[Pharo-dev] A weak/leak story

Guille Polito guillermopolito at gmail.com
Tue Apr 12 05:41:23 EDT 2016


Hi list,

With Pavel and Christophe we spend some time digging these last weaks 
chasing the memory leaks we were seeing lately. It is a long story to 
tell, so this mail is divided in three:

1) A brief intro to weak structures and finalization in Pharo, for those 
that do not know,
2) A bit of history to explain what happened in pre-spur and post-spur,
3) The actual cause of the memory leak today,
4) How to avoid them in your application, and what are we going to do to 
prevent this in the future.

For those that need/want/prefer just the practical explanation, you can 
jump over 2) and just read 1) and 3).

========================================================================
1. A weak explanation
========================================================================

To cleanup objects upon garbage collection, Pharo and Squeak use a 
finalization mechanism based on a Weak Registry. That is, if you want to 
execute some cleanup (like closing a file) when an object is about to be 
collected, you have to put your object inside the weak registry with the 
corresponding executor/finalizer object. The object you want to 'track' 
is hold weakly by this weak registry i.e., if the only reference to the 
object is from the weak registry, it will be chosen for garbage 
collection. When this object is collected, a special process in the 
Pharo image will send #finalize to your executor object where you 
implement your cleanup.

To interact with the weak registry, there are two main subscription 
messages:

- #add:executor:

   Will add an object to the registry with the executor that is send as 
argument.

- #add:

   Will add an object to the registry, and use as executor a 'shallow 
copy' of the object.

Some conclusions to be made from this:
  1) If the executor points strongly to the object that we want to 
collect, it will never be collected. That is why the #add: message 
creates a copy of the object.
  2) If we do not provide an explicit executor, the registered object 
should already contain all information required for the finalization 
(like file handlers or external pointers). If not, the shallow copy will 
not be able to finalize correctly.

Also:
  - Using weak objects/references do not guarantee that #finalize will 
be called, you need to put your object inside the registry!
  - Using weak objects/references do not guarantee that your object will 
be magically collected. You can still cause memory leaks!

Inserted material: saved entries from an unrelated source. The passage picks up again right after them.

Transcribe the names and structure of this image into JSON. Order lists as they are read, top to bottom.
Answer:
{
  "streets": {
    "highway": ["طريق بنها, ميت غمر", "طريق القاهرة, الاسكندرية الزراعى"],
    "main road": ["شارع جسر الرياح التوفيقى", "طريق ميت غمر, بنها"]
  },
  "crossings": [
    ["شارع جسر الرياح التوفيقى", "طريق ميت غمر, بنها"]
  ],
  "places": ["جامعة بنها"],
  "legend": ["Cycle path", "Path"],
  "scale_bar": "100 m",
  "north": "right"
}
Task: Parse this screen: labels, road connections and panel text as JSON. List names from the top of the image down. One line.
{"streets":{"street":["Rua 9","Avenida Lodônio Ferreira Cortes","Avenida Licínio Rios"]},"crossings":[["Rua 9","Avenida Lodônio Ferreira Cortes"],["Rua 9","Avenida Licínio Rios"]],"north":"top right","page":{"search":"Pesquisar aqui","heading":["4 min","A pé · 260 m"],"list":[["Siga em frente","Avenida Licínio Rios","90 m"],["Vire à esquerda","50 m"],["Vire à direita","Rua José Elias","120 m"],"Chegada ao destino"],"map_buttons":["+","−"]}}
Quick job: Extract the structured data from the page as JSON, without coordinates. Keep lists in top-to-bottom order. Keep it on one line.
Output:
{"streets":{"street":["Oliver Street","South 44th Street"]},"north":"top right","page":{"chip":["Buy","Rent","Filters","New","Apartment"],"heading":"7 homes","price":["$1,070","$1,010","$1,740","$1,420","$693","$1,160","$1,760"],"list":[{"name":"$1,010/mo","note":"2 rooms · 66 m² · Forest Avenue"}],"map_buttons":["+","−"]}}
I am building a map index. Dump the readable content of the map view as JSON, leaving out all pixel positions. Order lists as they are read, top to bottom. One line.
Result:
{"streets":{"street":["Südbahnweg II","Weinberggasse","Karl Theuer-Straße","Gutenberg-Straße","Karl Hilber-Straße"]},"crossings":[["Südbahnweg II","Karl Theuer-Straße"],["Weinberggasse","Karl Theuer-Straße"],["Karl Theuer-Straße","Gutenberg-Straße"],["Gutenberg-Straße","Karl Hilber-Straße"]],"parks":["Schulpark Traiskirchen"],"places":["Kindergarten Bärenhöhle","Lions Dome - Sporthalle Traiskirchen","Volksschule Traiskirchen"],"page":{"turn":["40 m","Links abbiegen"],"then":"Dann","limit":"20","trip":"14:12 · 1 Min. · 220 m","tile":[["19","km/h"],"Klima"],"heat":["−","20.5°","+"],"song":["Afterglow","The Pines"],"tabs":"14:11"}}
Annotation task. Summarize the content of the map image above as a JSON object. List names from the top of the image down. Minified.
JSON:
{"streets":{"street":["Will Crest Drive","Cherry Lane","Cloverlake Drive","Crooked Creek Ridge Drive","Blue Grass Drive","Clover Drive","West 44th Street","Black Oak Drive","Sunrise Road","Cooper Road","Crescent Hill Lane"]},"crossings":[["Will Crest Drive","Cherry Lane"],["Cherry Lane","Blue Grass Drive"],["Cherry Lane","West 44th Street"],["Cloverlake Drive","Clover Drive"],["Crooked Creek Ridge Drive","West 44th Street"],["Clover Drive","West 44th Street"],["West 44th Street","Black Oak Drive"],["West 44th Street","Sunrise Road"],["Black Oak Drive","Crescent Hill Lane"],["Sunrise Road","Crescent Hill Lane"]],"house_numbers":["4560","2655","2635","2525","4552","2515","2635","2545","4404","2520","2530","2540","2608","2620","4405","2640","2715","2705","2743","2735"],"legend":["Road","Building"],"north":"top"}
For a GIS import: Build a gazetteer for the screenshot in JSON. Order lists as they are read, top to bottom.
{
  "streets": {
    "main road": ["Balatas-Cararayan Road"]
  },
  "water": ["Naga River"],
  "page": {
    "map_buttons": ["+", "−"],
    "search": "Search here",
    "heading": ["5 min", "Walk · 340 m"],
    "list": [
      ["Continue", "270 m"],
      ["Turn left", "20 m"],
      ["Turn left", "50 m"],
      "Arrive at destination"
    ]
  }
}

========================================================================
2. A weak story
========================================================================

Pharo and Squeak use historically the weak registry mentioned above. 
Because of the limitations that we mentioned, a different kind of weak 
structure called Ephemerons is required/more useful. To overcome some of 
these limitations, Igor (Hi Igor! maybe you're reading :)) implemented a 
couple of years ago a new finalization mechanism that, IIANM, worked as 
follows:

- Some weak objects could have a first instance variable with a special 
linked list
- When the object was about to be collected, instead it was removed from 
the weak structure and put into its container's linked list
- On the image side, a special process iterated all special linked lists 
and executed #finalize on the weak objects

This mechanism was called NewFinalization, in contrast with what was 
called LegacyFinalization. Of course these names are context dependent, 
since today's Pharo is back to the so called legacy one ;). 
NewFinalization was implemented as the default finalization mechanim in 
Pharo, both in VM and image side. But the VM changes remained in the 
Pharo branch of development. After some discussions, I remember Igor and 
Eliot agreed that what they actually needed were Ephemerons, and since 
Eliot had started working on Spur at that time, he said he would provide 
Ephemeric classes with the new object format.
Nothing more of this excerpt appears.